-- Data follows --

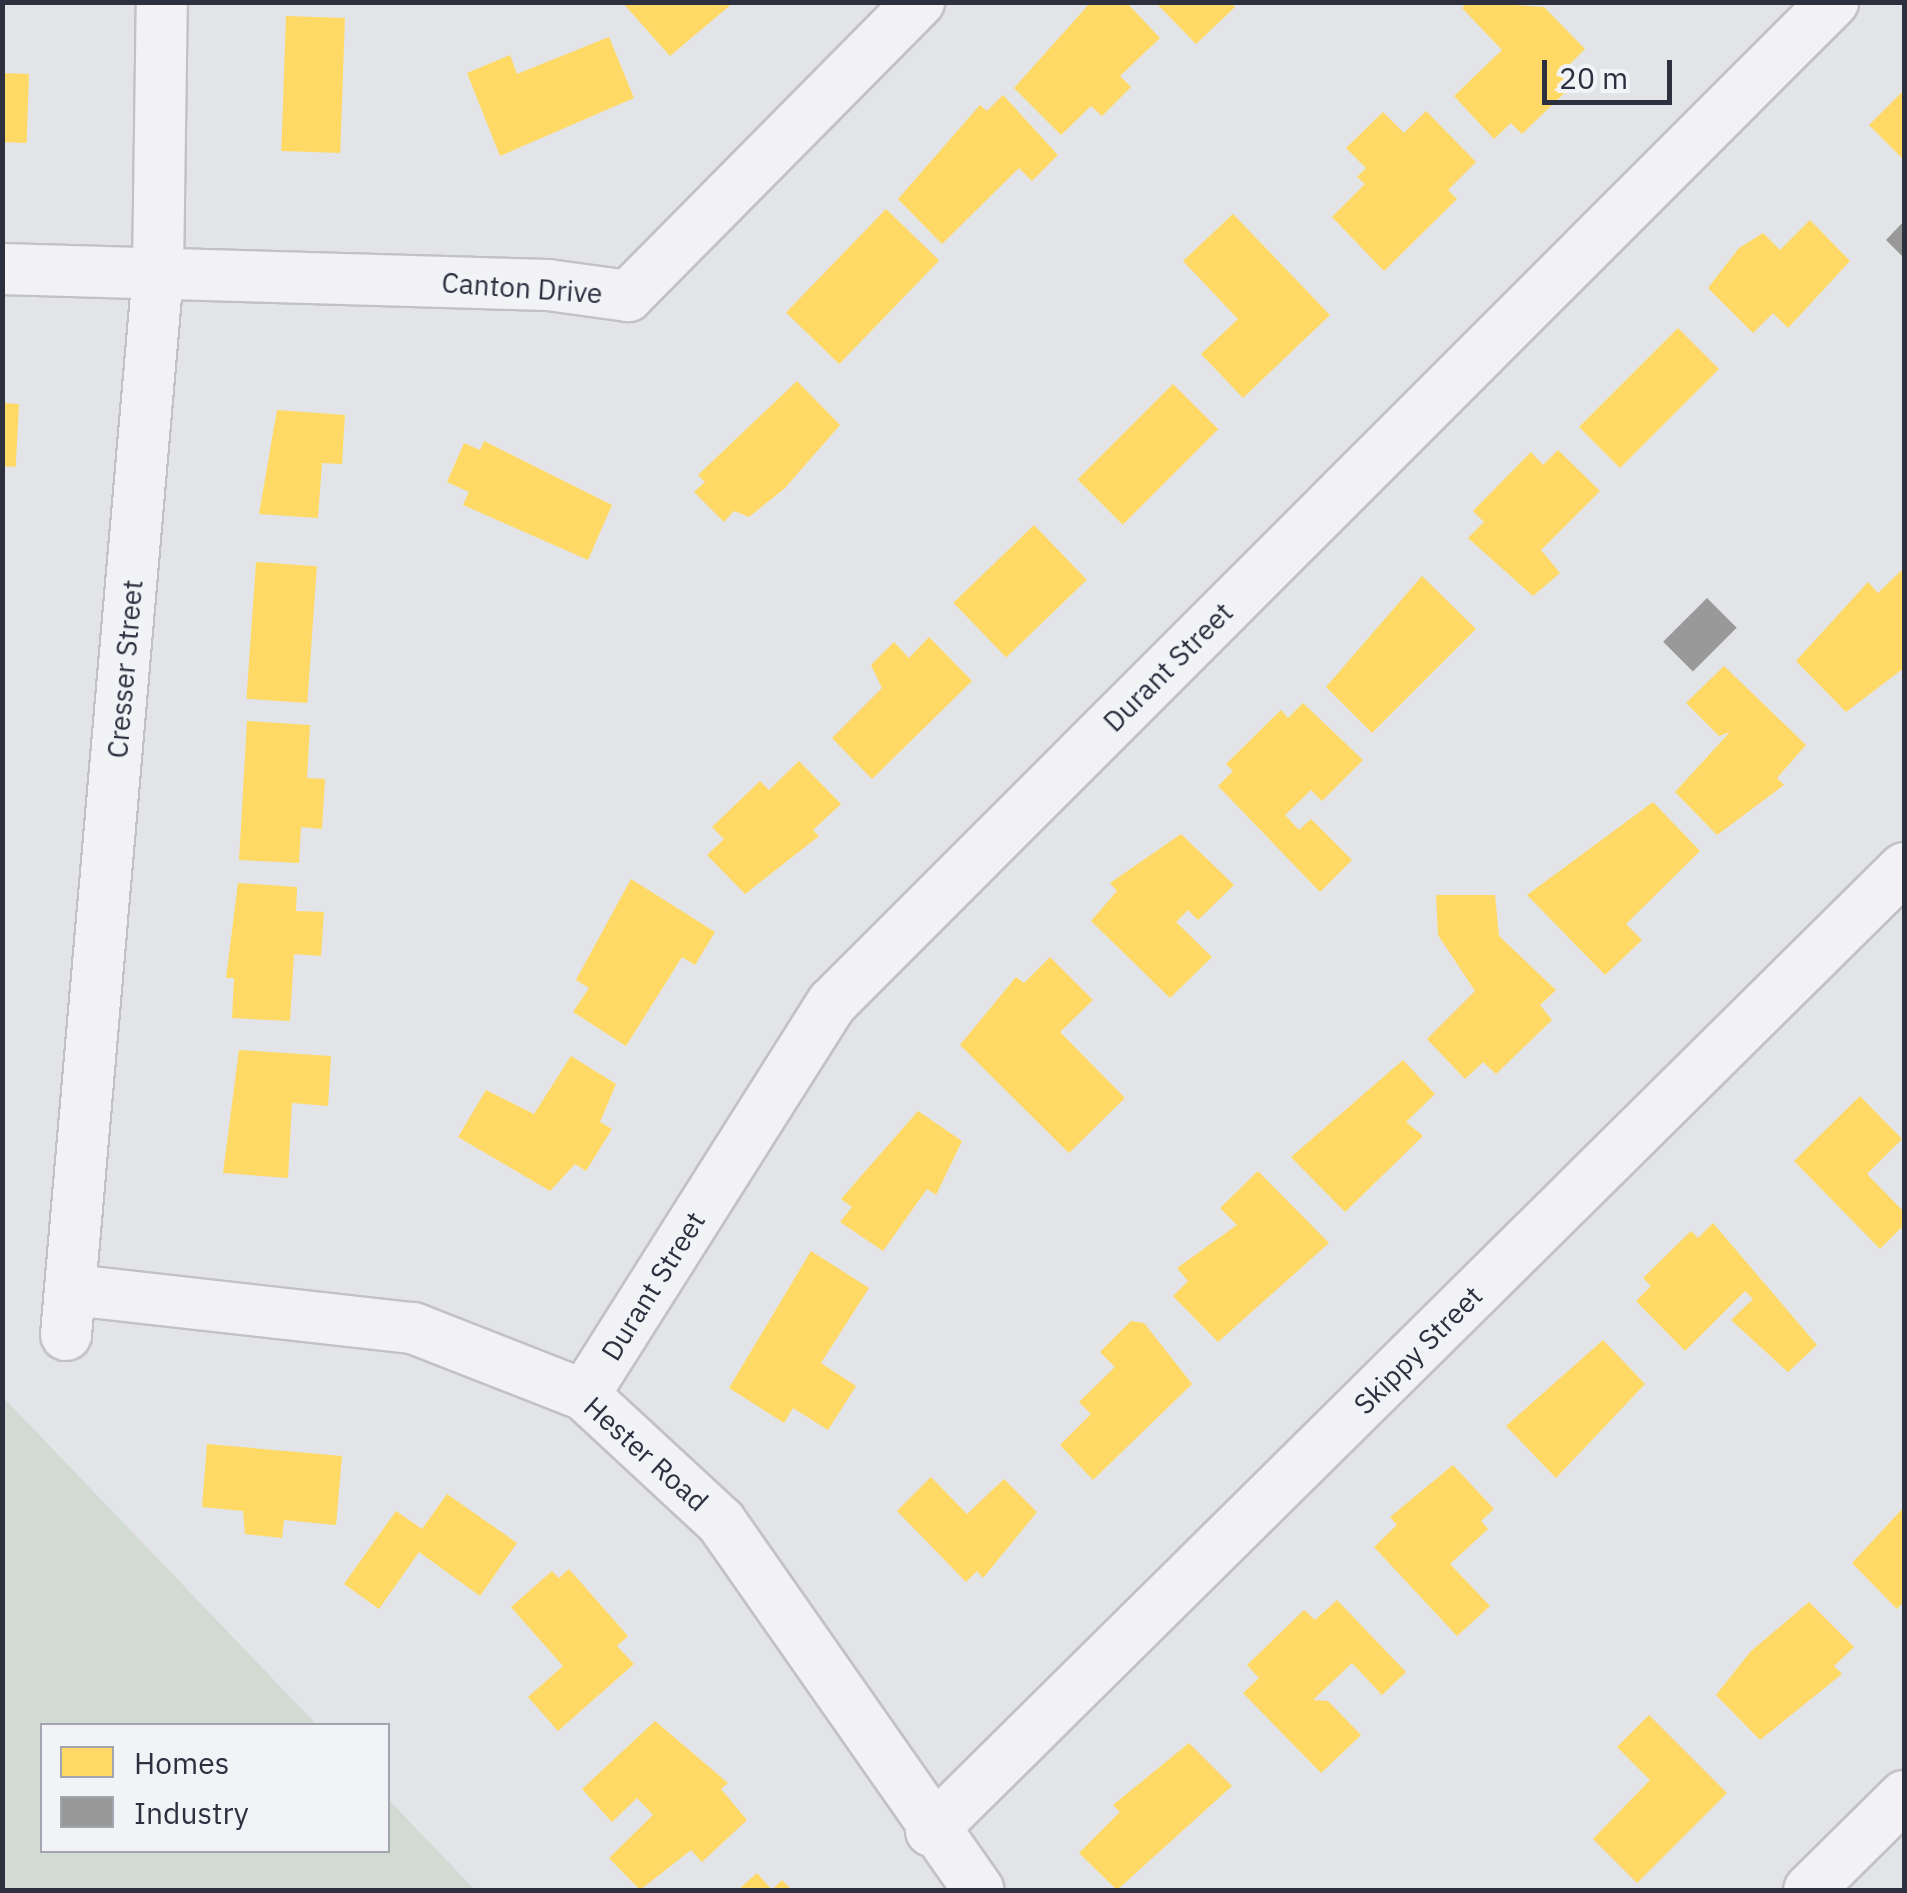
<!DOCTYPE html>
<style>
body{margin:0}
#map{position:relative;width:1907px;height:1893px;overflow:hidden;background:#e3e4e8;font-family:"IBM Plex Sans",sans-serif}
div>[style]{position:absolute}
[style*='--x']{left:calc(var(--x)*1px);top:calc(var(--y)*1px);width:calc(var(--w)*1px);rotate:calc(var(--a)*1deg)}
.green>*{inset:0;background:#d2dad4}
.homes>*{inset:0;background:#ffd966;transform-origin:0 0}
.industry>*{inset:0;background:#999;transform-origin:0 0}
.roads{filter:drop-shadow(2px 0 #c2c2c6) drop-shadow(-2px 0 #c2c2c6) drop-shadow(0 2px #c2c2c6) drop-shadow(0 -2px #c2c2c6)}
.minor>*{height:50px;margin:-25px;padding:0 25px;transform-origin:25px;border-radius:25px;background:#f2f2f4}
span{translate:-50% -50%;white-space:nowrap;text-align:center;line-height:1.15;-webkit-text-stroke:10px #f1f3f6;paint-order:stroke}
.street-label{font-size:28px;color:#2c303f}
.frame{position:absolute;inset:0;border:5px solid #2c303f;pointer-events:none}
.legend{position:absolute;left:40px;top:1723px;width:350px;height:130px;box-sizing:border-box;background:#f1f3f6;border:2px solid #a2a5ad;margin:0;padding:12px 18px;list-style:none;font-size:30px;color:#2c303f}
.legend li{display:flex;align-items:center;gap:20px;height:50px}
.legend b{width:50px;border:2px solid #a2a5ad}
.scale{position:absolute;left:1542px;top:60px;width:130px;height:45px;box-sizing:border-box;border:5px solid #2c303f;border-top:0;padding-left:12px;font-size:30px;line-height:35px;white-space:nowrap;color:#2c303f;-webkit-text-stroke:8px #f1f3f6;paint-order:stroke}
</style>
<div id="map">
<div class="green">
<div style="clip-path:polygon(2px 1396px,317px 1725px,42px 1726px,42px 1850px,388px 1850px,388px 1799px,475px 1890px,3px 1890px)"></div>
</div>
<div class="homes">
<div style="clip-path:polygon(622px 2px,734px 2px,670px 56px)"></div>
<div style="clip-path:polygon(1091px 2px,1126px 2px,1160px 38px,1120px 76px,1131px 87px,1102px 116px,1091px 106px,1061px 135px,1014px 88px)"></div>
<div style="clip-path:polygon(1155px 2px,1231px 2px,1235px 7px,1196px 44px)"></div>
<div style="clip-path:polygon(1468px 2px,1544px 7px,1585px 49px,1569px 65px,1581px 77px,1522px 134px,1511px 123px,1494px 139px,1454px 96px,1502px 50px,1462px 8px)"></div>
<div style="left:286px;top:16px;width:59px;height:135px;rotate:2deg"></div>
<div style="clip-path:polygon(609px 37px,634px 98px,500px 156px,467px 73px,510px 55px,517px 74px)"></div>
<div style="left:2px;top:73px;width:27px;height:69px;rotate:2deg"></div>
<div style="clip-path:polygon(1904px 90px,1904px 160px,1869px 125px)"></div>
<div style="clip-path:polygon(1003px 95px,1058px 155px,1032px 181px,1019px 168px,942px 244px,898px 199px,980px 105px,987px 111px)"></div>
<div style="clip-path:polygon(1426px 111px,1476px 162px,1448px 190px,1457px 199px,1384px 271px,1332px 217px,1365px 184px,1357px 177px,1366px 168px,1346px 148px,1383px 112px,1404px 133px)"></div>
<div style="left:886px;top:209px;width:74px;height:144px;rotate:44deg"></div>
<div style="clip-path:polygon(1233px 214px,1330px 315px,1243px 398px,1201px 354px,1238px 319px,1183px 261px)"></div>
<div style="clip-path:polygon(1810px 220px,1850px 261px,1788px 328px,1773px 313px,1753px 333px,1708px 288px,1739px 248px,1763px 233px,1780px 250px)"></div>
<div style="left:1678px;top:328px;width:58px;height:140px;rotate:45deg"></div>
<div style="clip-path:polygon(797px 381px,840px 425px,785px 488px,749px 517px,734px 511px,724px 522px,694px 492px,705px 482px,698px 475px)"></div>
<div style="left:1173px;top:384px;width:64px;height:135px;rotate:45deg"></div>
<div style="left:2px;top:403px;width:17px;height:63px;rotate:3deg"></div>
<div style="clip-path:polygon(277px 410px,345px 415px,342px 464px,322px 463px,318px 518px,259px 514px)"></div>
<div style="clip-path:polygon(484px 441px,612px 505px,588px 560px,463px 505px,469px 492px,447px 482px,464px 443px,480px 450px)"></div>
<div style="clip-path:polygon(1558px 450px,1600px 491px,1541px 550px,1560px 573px,1533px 596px,1468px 538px,1484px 522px,1473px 511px,1531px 452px,1543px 465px)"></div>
<div style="left:1034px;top:525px;width:76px;height:112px;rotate:46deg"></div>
<div style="left:256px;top:562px;width:61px;height:137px;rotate:4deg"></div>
<div style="clip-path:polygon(1904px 568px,1904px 668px,1846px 712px,1796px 661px,1868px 582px,1878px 593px)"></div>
<div style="clip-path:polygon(1422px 576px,1476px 629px,1372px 733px,1326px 687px)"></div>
<div style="clip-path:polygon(929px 637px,972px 681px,872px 779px,832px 738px,882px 688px,871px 665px,894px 642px,909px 658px)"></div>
<div style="clip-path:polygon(1724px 666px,1806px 745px,1777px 778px,1784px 785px,1717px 835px,1675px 792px,1730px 732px,1719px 736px,1686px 703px)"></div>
<div style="clip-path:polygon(1303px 703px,1363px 760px,1322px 801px,1311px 790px,1285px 815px,1299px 830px,1311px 819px,1352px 860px,1320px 892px,1218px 786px,1233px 771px,1226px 764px,1281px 710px,1288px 718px)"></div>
<div style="clip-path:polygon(247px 721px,310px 725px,307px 778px,325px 779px,322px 829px,301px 827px,299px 863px,239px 860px)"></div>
<div style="clip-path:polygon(799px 761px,841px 804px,813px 830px,819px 836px,745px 894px,707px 855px,724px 839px,712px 827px,760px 781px,769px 790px)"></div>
<div style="clip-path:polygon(1653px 802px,1700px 851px,1626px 924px,1642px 940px,1605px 975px,1527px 895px)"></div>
<div style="clip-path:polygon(1181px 834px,1234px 885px,1198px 920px,1188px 910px,1176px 922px,1212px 957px,1170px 998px,1091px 921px,1117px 891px,1110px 883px)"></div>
<div style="clip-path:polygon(631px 879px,715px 932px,695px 965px,682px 957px,626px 1046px,573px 1012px,589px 988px,576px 980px)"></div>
<div style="clip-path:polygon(238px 883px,297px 887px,296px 911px,324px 912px,321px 956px,294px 954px,290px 1021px,232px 1018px,234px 978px,226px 978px)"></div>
<div style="clip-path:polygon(1436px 895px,1495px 895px,1499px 936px,1556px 990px,1540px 1005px,1552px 1020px,1496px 1074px,1483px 1062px,1465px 1079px,1427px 1039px,1475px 991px,1438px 935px)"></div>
<div style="clip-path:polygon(1050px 957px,1093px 1000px,1060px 1032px,1125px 1098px,1069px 1153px,960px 1045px,1016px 977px,1024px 983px)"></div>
<div style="clip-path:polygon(239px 1050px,331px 1056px,328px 1106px,292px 1103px,288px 1178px,223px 1173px)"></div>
<div style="clip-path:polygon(571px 1056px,616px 1084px,600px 1122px,612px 1129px,586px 1171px,575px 1164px,550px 1191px,458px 1137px,486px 1090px,534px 1114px)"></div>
<div style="clip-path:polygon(1403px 1060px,1435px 1094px,1406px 1122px,1423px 1136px,1345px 1212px,1291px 1157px)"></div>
<div style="clip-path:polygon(1860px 1096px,1902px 1139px,1867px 1174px,1904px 1212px,1904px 1225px,1880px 1249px,1794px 1161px)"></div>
<div style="clip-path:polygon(918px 1111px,962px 1141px,936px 1195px,927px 1189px,883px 1251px,840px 1222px,852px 1207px,841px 1199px)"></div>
<div style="clip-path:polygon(1258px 1171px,1329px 1243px,1218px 1342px,1173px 1296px,1188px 1281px,1177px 1268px,1237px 1225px,1220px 1208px)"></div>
<div style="clip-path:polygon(1713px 1223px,1817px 1345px,1788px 1372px,1731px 1320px,1753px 1299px,1745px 1291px,1685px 1351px,1636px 1301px,1651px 1286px,1643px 1278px,1691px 1231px,1698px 1238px)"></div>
<div style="clip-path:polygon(811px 1251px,869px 1288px,821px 1363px,856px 1386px,828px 1430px,793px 1408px,784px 1423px,729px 1388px)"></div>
<div style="clip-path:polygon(1131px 1321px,1144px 1323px,1192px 1384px,1093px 1480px,1060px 1445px,1091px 1414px,1079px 1402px,1115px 1367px,1100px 1352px)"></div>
<div style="clip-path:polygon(1603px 1340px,1645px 1384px,1556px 1478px,1506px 1426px)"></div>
<div style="clip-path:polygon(207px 1444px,342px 1456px,336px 1525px,284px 1520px,282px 1538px,245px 1534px,243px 1511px,202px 1507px)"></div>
<div style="clip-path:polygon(1453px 1465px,1494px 1509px,1481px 1521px,1488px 1529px,1450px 1564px,1490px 1606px,1457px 1636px,1374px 1547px,1397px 1525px,1390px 1517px)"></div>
<div style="clip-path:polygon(931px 1477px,967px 1514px,1004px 1479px,1037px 1512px,983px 1578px,977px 1571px,966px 1582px,897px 1511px)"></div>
<div style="clip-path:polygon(447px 1494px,517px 1543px,480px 1596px,419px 1552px,379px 1609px,344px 1584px,396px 1511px,422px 1529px)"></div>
<div style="clip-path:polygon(1904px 1507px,1904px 1601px,1897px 1609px,1852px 1563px)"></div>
<div style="clip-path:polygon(569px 1569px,628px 1636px,617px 1646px,634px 1664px,558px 1731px,528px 1697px,563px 1666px,511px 1607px,552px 1571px,559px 1578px)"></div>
<div style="clip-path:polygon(1337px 1600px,1406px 1672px,1382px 1695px,1352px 1663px,1313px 1700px,1328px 1701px,1361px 1735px,1321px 1773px,1243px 1693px,1259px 1678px,1247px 1665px,1304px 1610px,1315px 1620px)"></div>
<div style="clip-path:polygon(1809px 1602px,1854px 1647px,1834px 1666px,1842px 1674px,1760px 1740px,1716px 1695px,1750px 1652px)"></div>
<div style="clip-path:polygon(1649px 1715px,1727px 1793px,1637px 1883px,1593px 1839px,1650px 1780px,1617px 1747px)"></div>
<div style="clip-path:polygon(655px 1721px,728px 1783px,721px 1789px,747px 1820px,702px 1862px,691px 1850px,640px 1890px,609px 1858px,653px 1815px,637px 1798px,612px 1822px,582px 1789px)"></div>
<div style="clip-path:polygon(1189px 1743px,1232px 1786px,1117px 1890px,1079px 1853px,1120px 1812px,1113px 1805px)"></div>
<div style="clip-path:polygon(757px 1873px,772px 1890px,782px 1880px,792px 1890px,738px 1890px)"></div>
</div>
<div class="industry">
<div style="clip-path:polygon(1904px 221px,1904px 258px,1886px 240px)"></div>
<div style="left:1707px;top:598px;width:42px;height:62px;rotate:45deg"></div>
</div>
<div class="roads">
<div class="minor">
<div style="--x:2;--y:269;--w:546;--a:1.68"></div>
<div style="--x:548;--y:285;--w:81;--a:7.8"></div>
<div style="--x:628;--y:296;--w:414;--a:-45.3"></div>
<div style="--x:72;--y:1290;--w:343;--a:6.4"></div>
<div style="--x:413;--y:1328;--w:184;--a:21.4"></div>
<div style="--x:584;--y:1395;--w:187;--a:42.8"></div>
<div style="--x:721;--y:1522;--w:449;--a:55"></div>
<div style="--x:66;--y:1335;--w:1066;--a:-85.05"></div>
<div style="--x:158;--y:273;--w:271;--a:-89.2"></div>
<div style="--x:584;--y:1395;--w:464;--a:-57.7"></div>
<div style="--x:832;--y:1003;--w:1416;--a:-45"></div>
<div style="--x:931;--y:1831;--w:1369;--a:-44.7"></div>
<div style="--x:1809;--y:1890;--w:134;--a:-44.7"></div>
</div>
</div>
<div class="street-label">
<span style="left:522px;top:288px;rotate:4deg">Canton Drive</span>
<span style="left:1168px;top:667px;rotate:-45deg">Durant Street</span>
<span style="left:125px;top:669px;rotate:-85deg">Cresser Street</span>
<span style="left:653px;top:1286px;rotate:-58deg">Durant Street</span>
<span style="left:1418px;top:1350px;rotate:-45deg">Skippy Street</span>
<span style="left:646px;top:1454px;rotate:42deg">Hester Road</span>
</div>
<div class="frame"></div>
<ul class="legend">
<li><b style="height:28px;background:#ffd966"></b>Homes</li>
<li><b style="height:28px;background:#999"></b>Industry</li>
</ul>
<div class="scale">20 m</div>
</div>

-- Data concluded --

Exercise aim: Print again, exactly, the lines of the records above from the first line through the line with "0 #c2c2c6) drop-shadow(-2px". No pictures.

Response below:
<!DOCTYPE html>
<style>
body{margin:0}
#map{position:relative;width:1907px;height:1893px;overflow:hidden;background:#e3e4e8;font-family:"IBM Plex Sans",sans-serif}
div>[style]{position:absolute}
[style*='--x']{left:calc(var(--x)*1px);top:calc(var(--y)*1px);width:calc(var(--w)*1px);rotate:calc(var(--a)*1deg)}
.green>*{inset:0;background:#d2dad4}
.homes>*{inset:0;background:#ffd966;transform-origin:0 0}
.industry>*{inset:0;background:#999;transform-origin:0 0}
.roads{filter:drop-shadow(2px 0 #c2c2c6) drop-shadow(-2px 0 #c2c2c6) drop-shadow(0 2px #c2c2c6) drop-shadow(0 -2px #c2c2c6)}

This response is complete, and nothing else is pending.